Support zero-copy (streaming).

peterbourgon / diskv

A disk-backed key-value store.

http://godoc.org/github.com/peterbourgon/diskv

MIT License

1.41k stars 102 forks source link

Support zero-copy (streaming). #2

Closed alecthomas closed 11 years ago

alecthomas commented 11 years ago

This is a requirement for supporting very large blobs.

peterbourgon commented 11 years ago

Thanks for the PR! In general I'm strong +1 on using io.{Reader,Writer} in the general case. But I feel like things can boil down even more compactly: seems like {Read,Write}Stream can take care of all the dirty work, and {Read,Write} can just be helper functions on top of those. Also, maybe{Read,Write}Compressed could probably get a better name, too. Any objections if I rework a bit of this?

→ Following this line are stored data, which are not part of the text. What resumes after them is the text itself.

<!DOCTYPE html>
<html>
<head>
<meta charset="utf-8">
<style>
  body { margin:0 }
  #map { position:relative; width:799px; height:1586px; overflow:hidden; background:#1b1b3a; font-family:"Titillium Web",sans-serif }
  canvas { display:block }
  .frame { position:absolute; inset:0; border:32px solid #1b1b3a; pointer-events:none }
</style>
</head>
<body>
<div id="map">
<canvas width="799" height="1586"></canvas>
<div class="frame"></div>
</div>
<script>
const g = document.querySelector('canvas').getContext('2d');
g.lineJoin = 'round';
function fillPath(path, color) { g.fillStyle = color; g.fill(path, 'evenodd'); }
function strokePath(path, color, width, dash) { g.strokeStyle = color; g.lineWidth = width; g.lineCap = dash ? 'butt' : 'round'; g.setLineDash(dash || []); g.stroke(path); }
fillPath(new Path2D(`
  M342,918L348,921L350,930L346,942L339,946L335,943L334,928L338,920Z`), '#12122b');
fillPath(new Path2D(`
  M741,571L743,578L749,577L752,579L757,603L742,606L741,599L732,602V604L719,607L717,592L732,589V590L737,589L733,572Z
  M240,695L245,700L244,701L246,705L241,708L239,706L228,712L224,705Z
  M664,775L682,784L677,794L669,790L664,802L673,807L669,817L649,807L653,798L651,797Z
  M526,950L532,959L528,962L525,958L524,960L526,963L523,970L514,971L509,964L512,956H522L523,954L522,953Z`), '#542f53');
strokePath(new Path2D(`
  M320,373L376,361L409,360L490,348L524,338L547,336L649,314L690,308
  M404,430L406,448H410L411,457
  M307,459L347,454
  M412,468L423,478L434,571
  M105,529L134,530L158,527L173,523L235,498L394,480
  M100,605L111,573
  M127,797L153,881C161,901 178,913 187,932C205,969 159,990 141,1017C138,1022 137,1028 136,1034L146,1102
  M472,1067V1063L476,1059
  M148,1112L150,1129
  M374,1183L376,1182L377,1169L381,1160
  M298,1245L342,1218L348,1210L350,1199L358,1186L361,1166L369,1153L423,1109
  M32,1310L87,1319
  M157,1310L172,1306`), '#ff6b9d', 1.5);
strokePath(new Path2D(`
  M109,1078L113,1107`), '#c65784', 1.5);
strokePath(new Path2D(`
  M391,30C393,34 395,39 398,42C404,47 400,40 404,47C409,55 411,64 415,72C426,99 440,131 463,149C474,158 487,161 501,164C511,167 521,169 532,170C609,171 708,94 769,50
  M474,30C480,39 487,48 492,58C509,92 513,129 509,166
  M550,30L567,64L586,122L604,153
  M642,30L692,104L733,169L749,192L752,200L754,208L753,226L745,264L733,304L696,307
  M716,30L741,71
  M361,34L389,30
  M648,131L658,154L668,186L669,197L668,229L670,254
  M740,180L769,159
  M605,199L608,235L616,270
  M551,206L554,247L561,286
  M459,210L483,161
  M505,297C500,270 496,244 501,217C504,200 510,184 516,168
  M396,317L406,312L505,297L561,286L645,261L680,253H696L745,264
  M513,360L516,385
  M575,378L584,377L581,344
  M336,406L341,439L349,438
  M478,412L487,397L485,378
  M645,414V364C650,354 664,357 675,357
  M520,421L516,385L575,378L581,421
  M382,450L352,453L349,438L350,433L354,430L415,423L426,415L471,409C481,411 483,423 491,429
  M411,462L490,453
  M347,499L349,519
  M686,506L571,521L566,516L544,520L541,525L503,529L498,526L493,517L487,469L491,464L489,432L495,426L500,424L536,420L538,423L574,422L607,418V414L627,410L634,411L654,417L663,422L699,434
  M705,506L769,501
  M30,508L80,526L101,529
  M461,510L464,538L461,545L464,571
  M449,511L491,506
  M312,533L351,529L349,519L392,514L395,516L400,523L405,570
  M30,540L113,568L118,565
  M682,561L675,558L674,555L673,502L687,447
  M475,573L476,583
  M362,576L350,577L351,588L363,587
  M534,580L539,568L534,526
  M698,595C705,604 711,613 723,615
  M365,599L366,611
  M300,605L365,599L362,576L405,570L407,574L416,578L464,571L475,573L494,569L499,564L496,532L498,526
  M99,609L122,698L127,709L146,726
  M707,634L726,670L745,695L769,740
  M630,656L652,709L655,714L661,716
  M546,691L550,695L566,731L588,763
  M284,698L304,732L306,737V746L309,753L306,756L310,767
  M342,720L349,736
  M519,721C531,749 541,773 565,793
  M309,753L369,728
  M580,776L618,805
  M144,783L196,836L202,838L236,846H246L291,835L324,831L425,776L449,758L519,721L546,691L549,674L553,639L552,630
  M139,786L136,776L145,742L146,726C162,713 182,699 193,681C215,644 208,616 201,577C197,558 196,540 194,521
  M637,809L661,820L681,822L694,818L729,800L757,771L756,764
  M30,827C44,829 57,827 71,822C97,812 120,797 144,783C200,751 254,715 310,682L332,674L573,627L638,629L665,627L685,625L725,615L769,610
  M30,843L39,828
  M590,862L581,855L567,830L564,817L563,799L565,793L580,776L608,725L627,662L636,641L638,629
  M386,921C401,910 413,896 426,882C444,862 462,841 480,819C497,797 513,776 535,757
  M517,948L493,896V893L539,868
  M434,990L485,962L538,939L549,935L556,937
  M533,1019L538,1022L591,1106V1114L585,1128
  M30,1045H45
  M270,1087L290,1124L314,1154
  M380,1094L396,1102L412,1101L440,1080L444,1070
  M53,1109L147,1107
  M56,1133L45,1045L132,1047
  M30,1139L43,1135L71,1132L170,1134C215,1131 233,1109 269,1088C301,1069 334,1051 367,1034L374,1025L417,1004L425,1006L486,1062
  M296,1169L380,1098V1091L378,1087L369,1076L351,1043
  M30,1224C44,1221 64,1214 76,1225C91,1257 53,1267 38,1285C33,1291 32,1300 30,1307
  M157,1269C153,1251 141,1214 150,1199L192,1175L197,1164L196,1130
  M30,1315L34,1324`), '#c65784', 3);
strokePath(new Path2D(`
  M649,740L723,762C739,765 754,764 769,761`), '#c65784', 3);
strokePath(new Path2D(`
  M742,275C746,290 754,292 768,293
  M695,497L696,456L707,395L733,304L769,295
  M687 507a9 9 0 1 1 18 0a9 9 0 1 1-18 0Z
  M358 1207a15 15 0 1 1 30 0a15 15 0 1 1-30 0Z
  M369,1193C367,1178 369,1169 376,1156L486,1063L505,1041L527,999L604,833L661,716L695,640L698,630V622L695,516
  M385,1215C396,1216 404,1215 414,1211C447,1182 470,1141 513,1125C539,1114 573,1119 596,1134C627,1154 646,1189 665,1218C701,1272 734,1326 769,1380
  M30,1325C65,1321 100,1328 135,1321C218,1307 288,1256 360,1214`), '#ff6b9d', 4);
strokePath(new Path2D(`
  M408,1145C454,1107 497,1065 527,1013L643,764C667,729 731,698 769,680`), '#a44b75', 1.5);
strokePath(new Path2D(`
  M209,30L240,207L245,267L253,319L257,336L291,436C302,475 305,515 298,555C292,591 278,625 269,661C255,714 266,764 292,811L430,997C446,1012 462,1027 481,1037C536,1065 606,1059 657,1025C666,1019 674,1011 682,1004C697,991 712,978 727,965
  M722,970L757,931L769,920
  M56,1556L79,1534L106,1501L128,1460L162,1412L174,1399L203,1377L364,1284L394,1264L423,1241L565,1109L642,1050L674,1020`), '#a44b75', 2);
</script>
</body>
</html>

alecthomas commented 11 years ago

Not at all. I took some shortcuts to get to where I want to be, so a cleaner solution would be great.

peterbourgon commented 11 years ago

Would you mind taking a look (and maybe testing) the "streamwise" branch? I think it's basically feature-complete at this point.

alecthomas commented 11 years ago

I get a nil pointer dereference on the second attempt to do a ReadStream. The first completes successfully.

2013/03/02 18:15:05 http: panic serving 127.0.0.1:56497: runtime error: invalid memory address or nil pointer dereference
goroutine 16 [running]:
net/http.func·006()
    /usr/local/Cellar/go/HEAD/src/pkg/net/http/server.go:799 +0xac
github.com/peterbourgon/diskv.(*Diskv).ReadStream(0xc200133000, 0xc200194b4f, 0xb, 0x0, 0x0, ...)
    /Users/alec/.go/src/github.com/peterbourgon/diskv/diskv.go:207 +0x147

The surrounding code is essentially the same, adjusted for the API changes.

Also, if you could replicate this changeset's logic it would be appreciated. Without this, io.Copy to HTTP ResponseWriter will flush the HTTP header out on first write, then error. This makes it impossible to alter the headers or status code on error. Quite annoying actually, but there you have it.

peterbourgon commented 11 years ago

Sorry about the nil pointer. Total brainfart. Fixed.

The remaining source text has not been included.